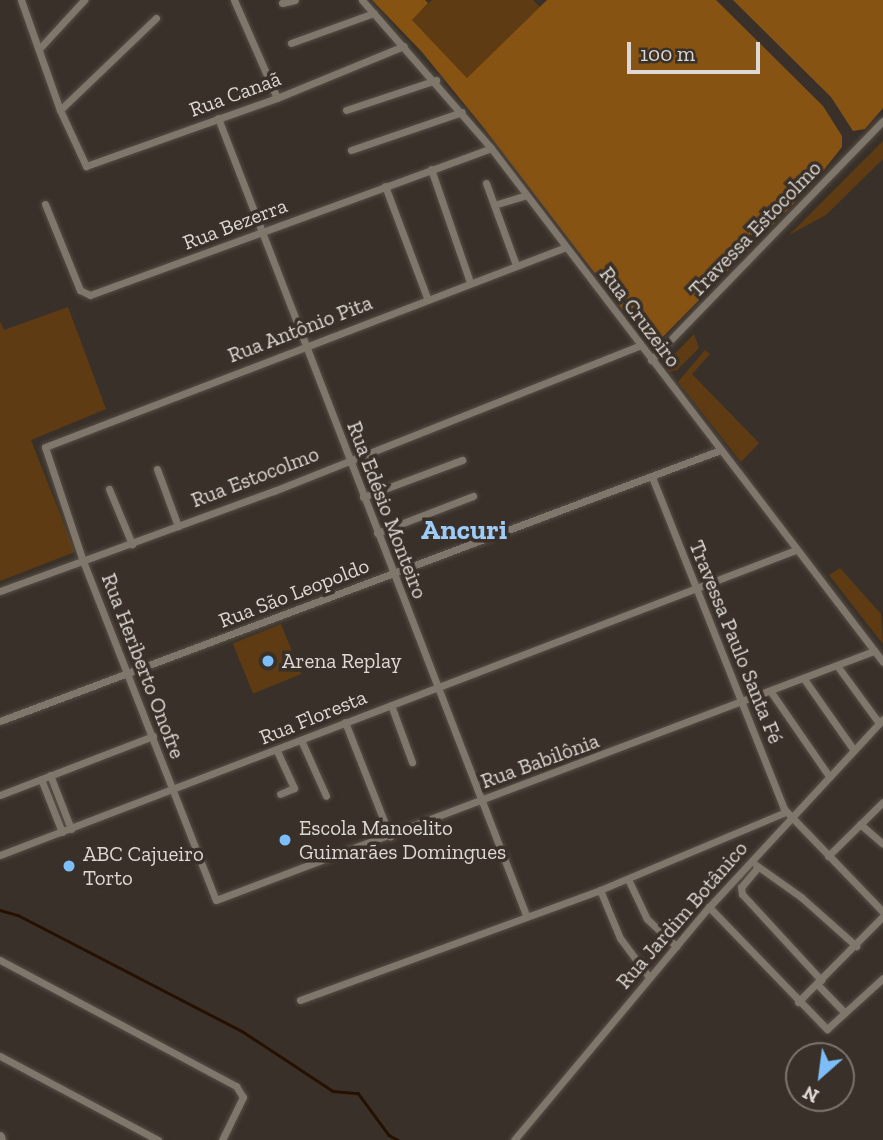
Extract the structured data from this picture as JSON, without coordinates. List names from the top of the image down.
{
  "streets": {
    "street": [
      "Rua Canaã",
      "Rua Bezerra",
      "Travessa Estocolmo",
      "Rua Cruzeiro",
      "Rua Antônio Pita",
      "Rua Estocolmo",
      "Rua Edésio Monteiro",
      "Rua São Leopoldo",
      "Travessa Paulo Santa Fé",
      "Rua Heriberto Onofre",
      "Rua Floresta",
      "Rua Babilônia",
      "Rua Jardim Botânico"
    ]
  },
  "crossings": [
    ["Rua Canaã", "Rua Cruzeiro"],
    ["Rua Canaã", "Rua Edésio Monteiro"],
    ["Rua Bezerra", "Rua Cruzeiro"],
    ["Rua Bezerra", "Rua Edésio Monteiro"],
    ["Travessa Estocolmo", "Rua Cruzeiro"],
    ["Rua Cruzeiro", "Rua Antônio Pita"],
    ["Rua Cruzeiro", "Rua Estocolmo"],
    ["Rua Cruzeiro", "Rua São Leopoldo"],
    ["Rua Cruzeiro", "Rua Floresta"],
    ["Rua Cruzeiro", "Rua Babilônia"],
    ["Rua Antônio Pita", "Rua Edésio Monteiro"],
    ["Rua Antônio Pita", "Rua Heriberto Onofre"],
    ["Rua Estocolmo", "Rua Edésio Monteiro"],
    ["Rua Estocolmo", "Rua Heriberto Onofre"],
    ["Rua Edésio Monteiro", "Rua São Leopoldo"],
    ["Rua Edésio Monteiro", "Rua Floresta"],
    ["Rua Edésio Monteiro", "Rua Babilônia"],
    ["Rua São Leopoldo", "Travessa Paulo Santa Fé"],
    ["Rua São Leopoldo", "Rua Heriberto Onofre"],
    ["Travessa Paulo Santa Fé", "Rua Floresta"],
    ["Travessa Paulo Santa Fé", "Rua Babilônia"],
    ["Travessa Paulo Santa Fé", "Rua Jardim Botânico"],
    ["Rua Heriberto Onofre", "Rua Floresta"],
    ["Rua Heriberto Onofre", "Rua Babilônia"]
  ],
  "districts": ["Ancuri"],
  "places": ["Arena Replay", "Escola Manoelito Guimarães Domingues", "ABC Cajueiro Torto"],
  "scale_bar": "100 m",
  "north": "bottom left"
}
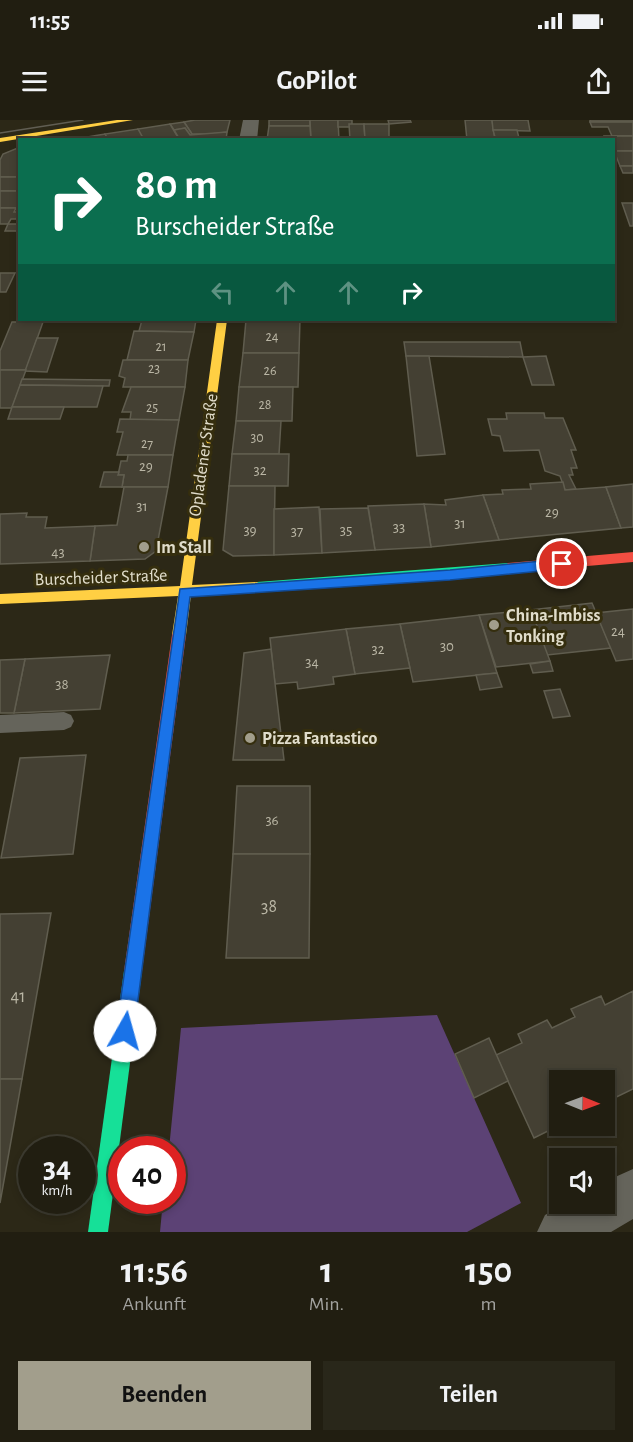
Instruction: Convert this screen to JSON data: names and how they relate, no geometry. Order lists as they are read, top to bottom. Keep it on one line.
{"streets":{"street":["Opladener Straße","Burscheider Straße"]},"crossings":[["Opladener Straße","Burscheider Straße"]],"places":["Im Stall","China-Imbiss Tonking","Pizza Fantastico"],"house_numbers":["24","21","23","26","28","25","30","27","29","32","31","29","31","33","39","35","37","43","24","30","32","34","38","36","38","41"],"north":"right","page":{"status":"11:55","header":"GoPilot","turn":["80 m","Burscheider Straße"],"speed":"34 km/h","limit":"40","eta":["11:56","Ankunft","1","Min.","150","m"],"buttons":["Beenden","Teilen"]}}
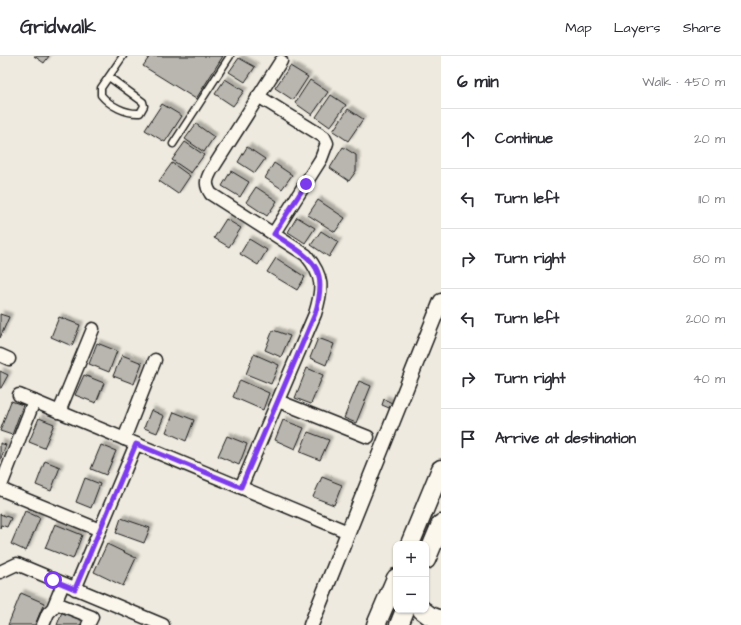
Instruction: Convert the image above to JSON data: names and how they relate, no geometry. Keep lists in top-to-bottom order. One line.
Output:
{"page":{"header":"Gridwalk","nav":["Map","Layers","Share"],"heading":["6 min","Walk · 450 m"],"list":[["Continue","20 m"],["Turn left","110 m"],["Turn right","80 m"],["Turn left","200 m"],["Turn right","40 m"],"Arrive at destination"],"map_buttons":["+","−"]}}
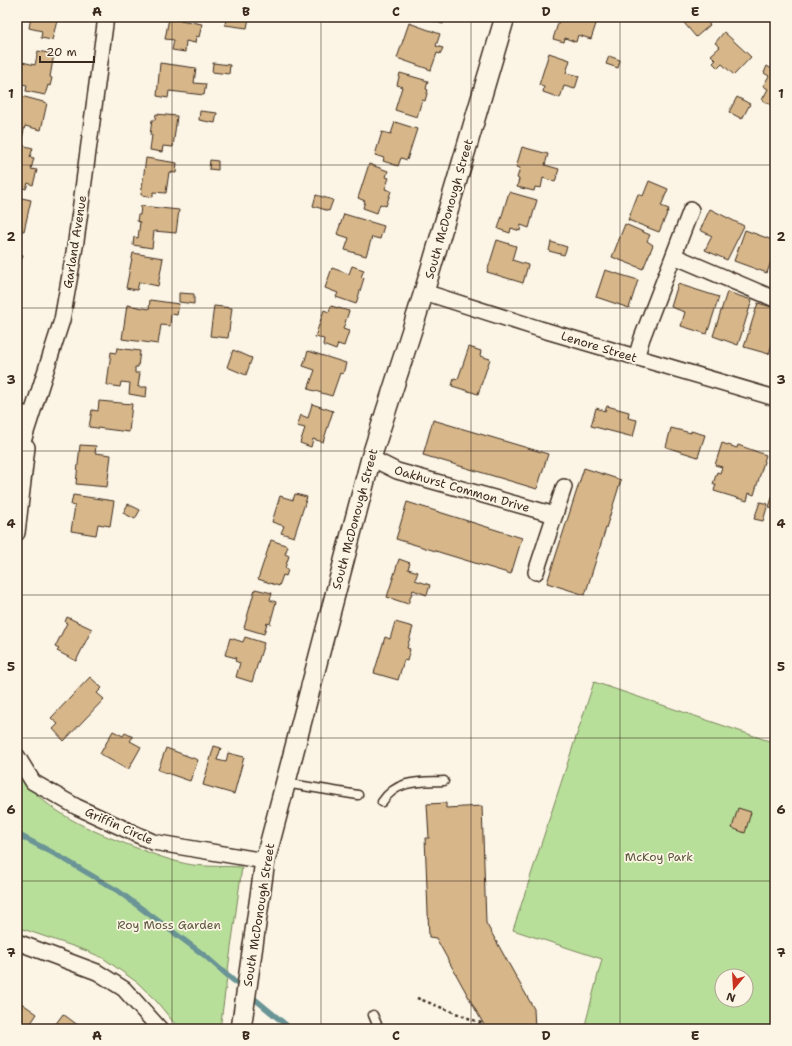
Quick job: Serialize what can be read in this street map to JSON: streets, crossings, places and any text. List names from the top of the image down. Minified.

○ ○ ○ ○

### TASK DIRECTIONS
Retype the lines starting with the one that holds "Instruction: Convert this" and ending with the last line of the data above, both included; skip the pictures.

### RESPONSE TO THIS EXERCISE
Instruction: Convert this screen to JSON data: names and how they relate, no geometry. Order lists as they are read, top to bottom. Keep it on one line.
{"streets":{"street":["Opladener Straße","Burscheider Straße"]},"crossings":[["Opladener Straße","Burscheider Straße"]],"places":["Im Stall","China-Imbiss Tonking","Pizza Fantastico"],"house_numbers":["24","21","23","26","28","25","30","27","29","32","31","29","31","33","39","35","37","43","24","30","32","34","38","36","38","41"],"north":"right","page":{"status":"11:55","header":"GoPilot","turn":["80 m","Burscheider Straße"],"speed":"34 km/h","limit":"40","eta":["11:56","Ankunft","1","Min.","150","m"],"buttons":["Beenden","Teilen"]}}
Instruction: Convert the image above to JSON data: names and how they relate, no geometry. Keep lists in top-to-bottom order. One line.
Output:
{"page":{"header":"Gridwalk","nav":["Map","Layers","Share"],"heading":["6 min","Walk · 450 m"],"list":[["Continue","20 m"],["Turn left","110 m"],["Turn right","80 m"],["Turn left","200 m"],["Turn right","40 m"],"Arrive at destination"],"map_buttons":["+","−"]}}
Quick job: Serialize what can be read in this street map to JSON: streets, crossings, places and any text. List names from the top of the image down. Minified.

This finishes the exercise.